Re: CREATE COLLATION does not sanitize ICU's BCP 47 language tags. Should it?

From: Noah Misch <noah(at)leadboat(dot)com>
To: Peter Eisentraut <peter(dot)eisentraut(at)2ndquadrant(dot)com>
Cc: Peter Geoghegan <pg(at)bowt(dot)ie>, PostgreSQL Hackers <pgsql-hackers(at)postgresql(dot)org>
Subject: Re: CREATE COLLATION does not sanitize ICU's BCP 47 language tags. Should it?
Date: 2017-09-25 08:26:21
Message-ID: 20170925082621.GB37725@rfd.leadboat.com
Views: Raw Message | Whole Thread | Download mbox | Resend email
Thread:
Lists: pgsql-hackers

On Tue, Sep 19, 2017 at 07:01:47PM -0700, Peter Geoghegan wrote:
> On Tue, Sep 19, 2017 at 5:52 PM, Peter Eisentraut
> <peter(dot)eisentraut(at)2ndquadrant(dot)com> wrote:
> > On 9/18/17 18:46, Peter Geoghegan wrote:
> >> As I pointed out a couple of times already [1], we don't currently
> >> sanitize ICU's BCP 47 language tags within CREATE COLLATION.
> >
> > There is no requirement that the locale strings for ICU need to be BCP
> > 47. ICU locale names like 'de(at)collation=phonebook' are also acceptable.
>
> Right.
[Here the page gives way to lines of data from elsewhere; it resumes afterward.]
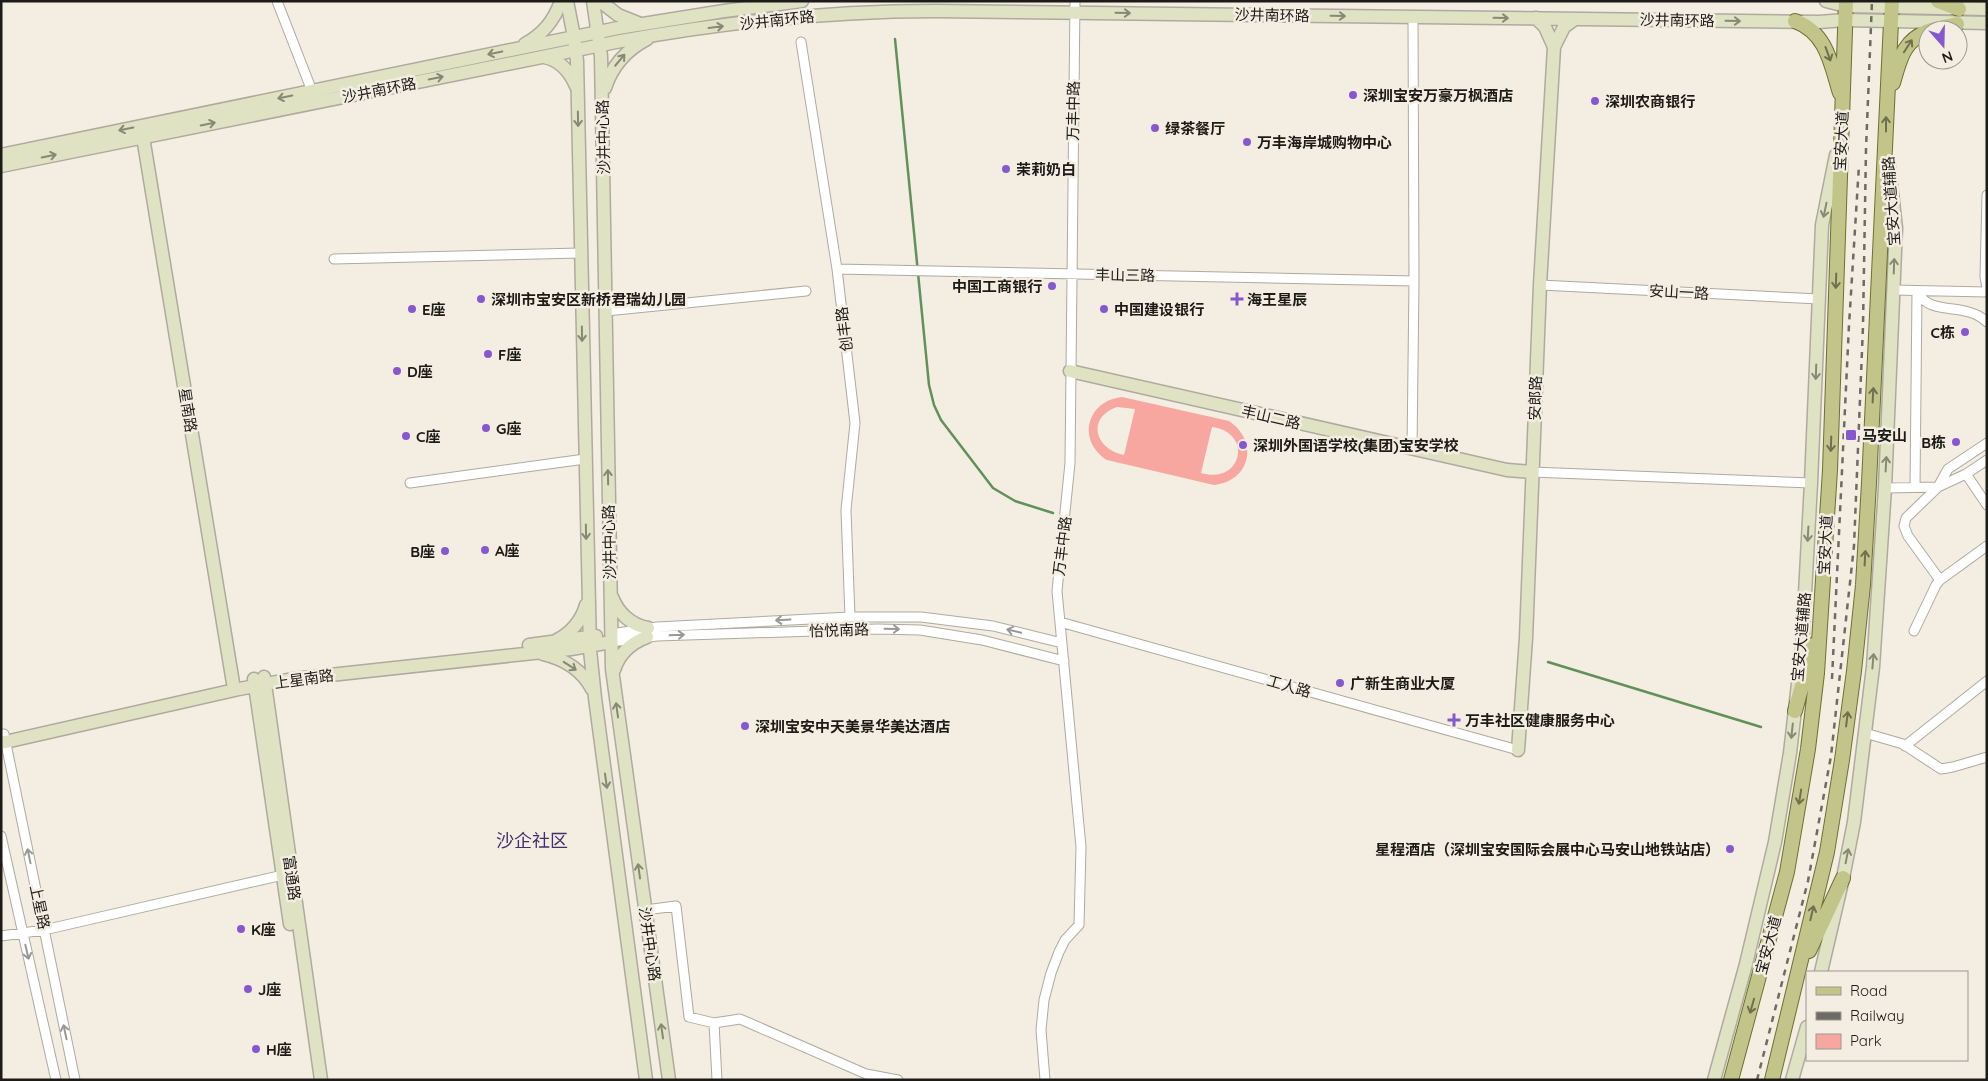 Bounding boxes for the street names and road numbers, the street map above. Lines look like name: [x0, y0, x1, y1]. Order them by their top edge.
street label: 沙井南环路: [1234, 5, 1310, 25]
street label: 沙井南环路: [739, 7, 815, 33]
street label: 沙井南环路: [1639, 10, 1715, 30]
street label: 沙井南环路: [340, 74, 418, 106]
street label: 万丰中路: [1063, 81, 1083, 141]
street label: 沙井中心路: [593, 99, 613, 175]
street label: 宝安大道: [1830, 111, 1852, 171]
street label: 宝安大道辅路: [1878, 155, 1904, 247]
street label: 丰山三路: [1095, 265, 1155, 285]
street label: 安山一路: [1649, 281, 1709, 303]
street label: 创丰路: [832, 306, 856, 352]
street label: 安郎路: [1525, 375, 1545, 421]
street label: 星南路: [175, 386, 201, 434]
street label: 丰山二路: [1240, 401, 1302, 433]
street label: 沙井中心路: [599, 504, 619, 580]
street label: 万丰中路: [1049, 515, 1075, 577]
street label: 宝安大道: [1814, 515, 1836, 575]
street label: 宝安大道辅路: [1788, 591, 1814, 683]
street label: 怡悦南路: [809, 619, 869, 641]
street label: 上星南路: [273, 665, 335, 693]
street label: 工人路: [1265, 671, 1313, 701]
street label: 富通路: [279, 854, 305, 902]
street label: 上星路: [26, 883, 54, 931]
street label: 沙井中心路: [635, 906, 665, 982]
street label: 宝安大道: [1751, 914, 1785, 976]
But, we only document that BCP 47 is supported by Postgres.
> Maybe we can use get_icu_language_tag()/uloc_toLanguageTag() to ensure
> that we end up with BCP 47, even when the user happens to specify the
> legacy syntax. Should we be "canonicalizing" legacy ICU locale strings
> as BCP 47, too?
>
> > The reason they are not validated is that, as you know, ICU accepts any
> > locale string as valid. You appear to have found a way to do some
> > validation, but I would like to see that code.
>
> As I mentioned, I'm simply calling
> get_icu_language_tag()/uloc_toLanguageTag() to do that sanitization.
> The code to get the extra sanitization is completely trivial.
>
> I didn't post the patch that generates the errors in my opening e-mail
> because I'm not confident it's correct just yet. And, I think that I
> see a bigger problem: we pass a string that is almost certainly a BCP
> 47 string to ucol_open() from within pg_newlocale_from_collation(). We
> do so despite the fact that ucol_open() apparently doesn't accept BCP
> 47 syntax locale strings until ICU 54 [1]. Seems entirely possible
> that this accounts for the problems you saw on ICU 4.2, back when we
> were still creating keyword variants (I guess that the keyword
> variants seem very "BCP 47-ish" to me).
>
> I really think we need to add some kind of debug mode that makes ICU
> optionally spit out a locale display name at key points. We need this
> to gain confidence that the behavior that ICU provides actually
> matches what is expected across ICU different versions for different
> locale formats. We talked about this as a user-facing feature before,
> which can wait till v11; I just want this to debug problems like this
> one.
>
> [1] https://ssl.icu-project.org/apiref/icu4c/ucol_8h.html#a4721e4c0a519bb0139a874e191223590

[Action required within three days. This is a generic notification.]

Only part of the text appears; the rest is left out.